Shiny Shoes and Other Things You Think Are Important But Aren’t
If you have been around for a while, you might remember reading a post I wrote about how I got fired from a bakery for my lack of customer service skills aged 15. You may also remember reading how I had read every book about what to do to make a good impression at work but even this didn’t save me. The thing was I thought a whole bunch of stuff was really important to making a good impression with the boss and it wasn’t important at all.
For example I was obsessed with the fact that my shoes must be shined and polished at all times. Every single day before I started my shift I shined and polished my shoes. I specifically remember the one day I ran out of polish and couldn’t get more in time for my shift. I was in total panic mode and spent the whole shift thinking the manager was going to notice that my shoes hadn’t been polished. Ridiculous right? I’m betting that manager never even noticed what colour my shoes were let alone whether they had been polished or not.
The thing is there is a whole bunch of stuff we are taught that is vital to making a good impression on the job but most of it is bullsh*t. The truth is that the ability to get along with others will go a hell of a lot further than your shiny shoes in any industry. So let’s take a look at some of the things we often think are super important, but aren’t really.
The Right Lingo – When you first start a new job there will be key phrases everyone in the office seems to use but which don’t just roll of your tongue………yet. You may believe that you need to start speaking exactly the same lingo straight up but this is crap. If you start using ‘their’ words before it becomes natural you will sound stilted and unnatural so stop trying to parrot the rest of the team and be yourself.

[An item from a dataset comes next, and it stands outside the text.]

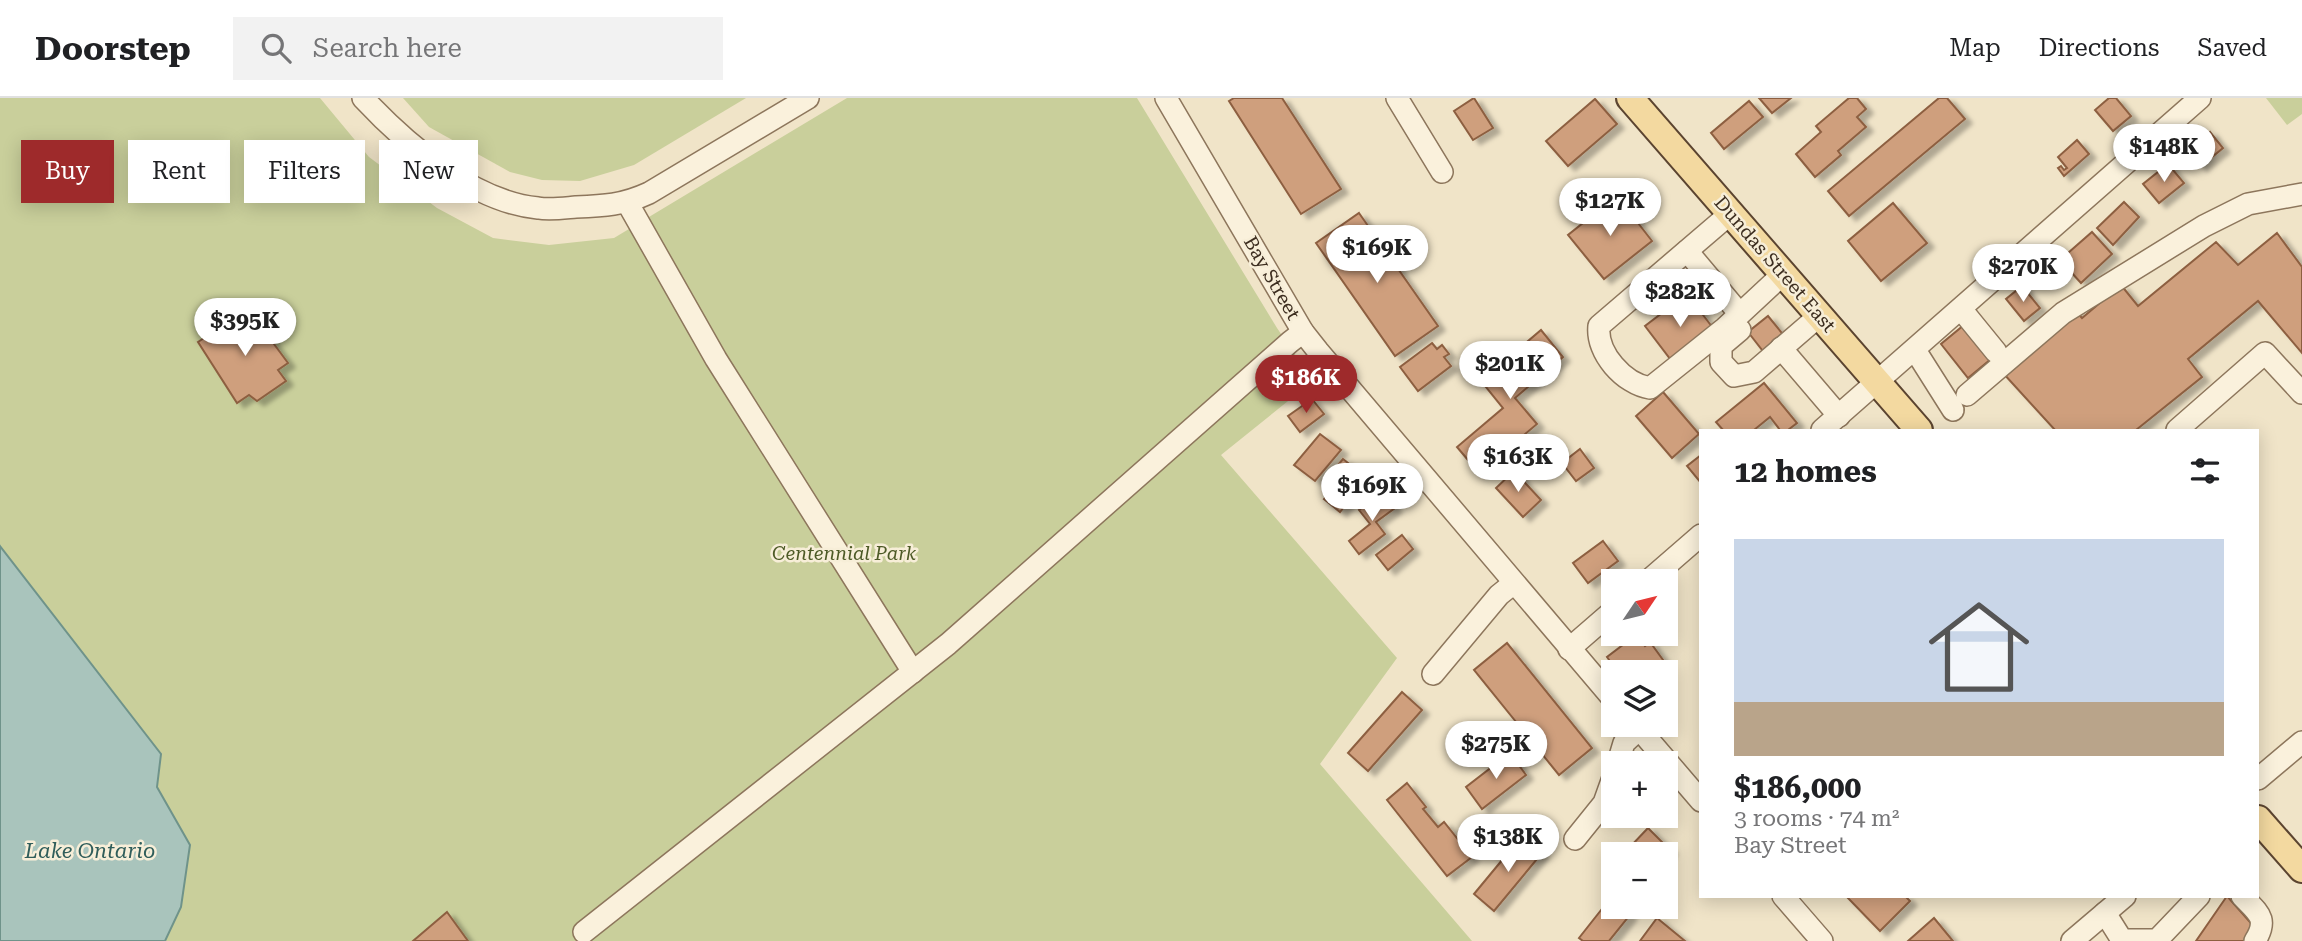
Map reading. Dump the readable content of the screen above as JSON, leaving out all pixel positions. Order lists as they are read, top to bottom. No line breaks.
{"streets":{"main road":["Dundas Street East"],"street":["Bay Street"]},"water":["Lake Ontario"],"parks":["Centennial Park"],"north":"top right","page":{"header":"Doorstep","search":"Search here","nav":["Map","Directions","Saved"],"price":["$148K","$127K","$169K","$270K","$282K","$395K","$201K","$186K","$163K","$169K","$275K","$138K"],"chip":["Buy","Rent","Filters","New"],"heading":"12 homes","list":[{"name":"$186,000","note":"3 rooms · 74 m² · Bay Street"}],"map_buttons":["+","−"]}}
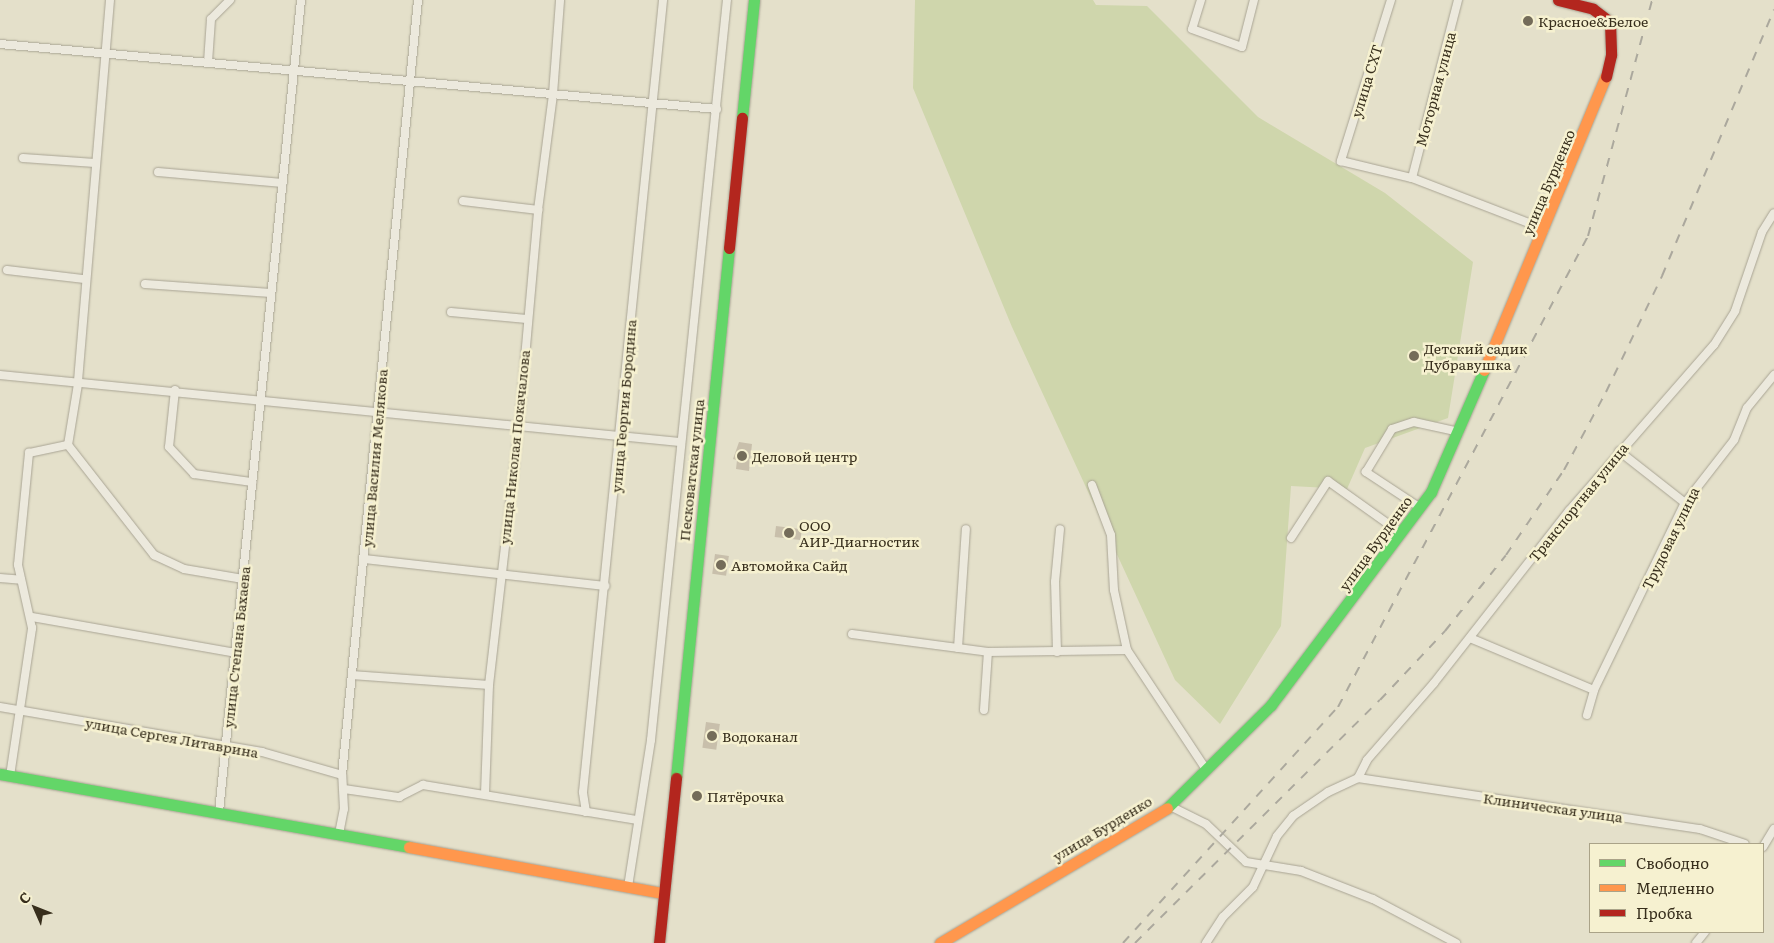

Knowledge – Yes, your knowledge is important but you don’t have to know absolutely everything. If you are not sure of something it’s perfectly OK to ask for help. In fact asking for help makes the person you ask feel special so it’s the perfect way to build those productive working relationships. Just don’t go to the same person each time.
Perfectionism – Take this one too far and it not only becomes unimportant but can seriously alienate your coworkers and your boss. You work doesn’t have to be perfect. It has to be quality and it has to meet deadline. Missing a deadline because it isn’t perfect will get you in trouble fast. And do you want to know how to seriously piss off your co-workers? Critique their work without being asked. They don’t have to be perfect either and it’s not your job to manage them (unless you actually happen to be their Manager).
That’s the top three areas that I see clients struggle with when it comes to making a good impression on the job. Please try to remember that your ability to get along with and build rapport with your coworkers and management trumps all of these. So try to focus on building those relationships early.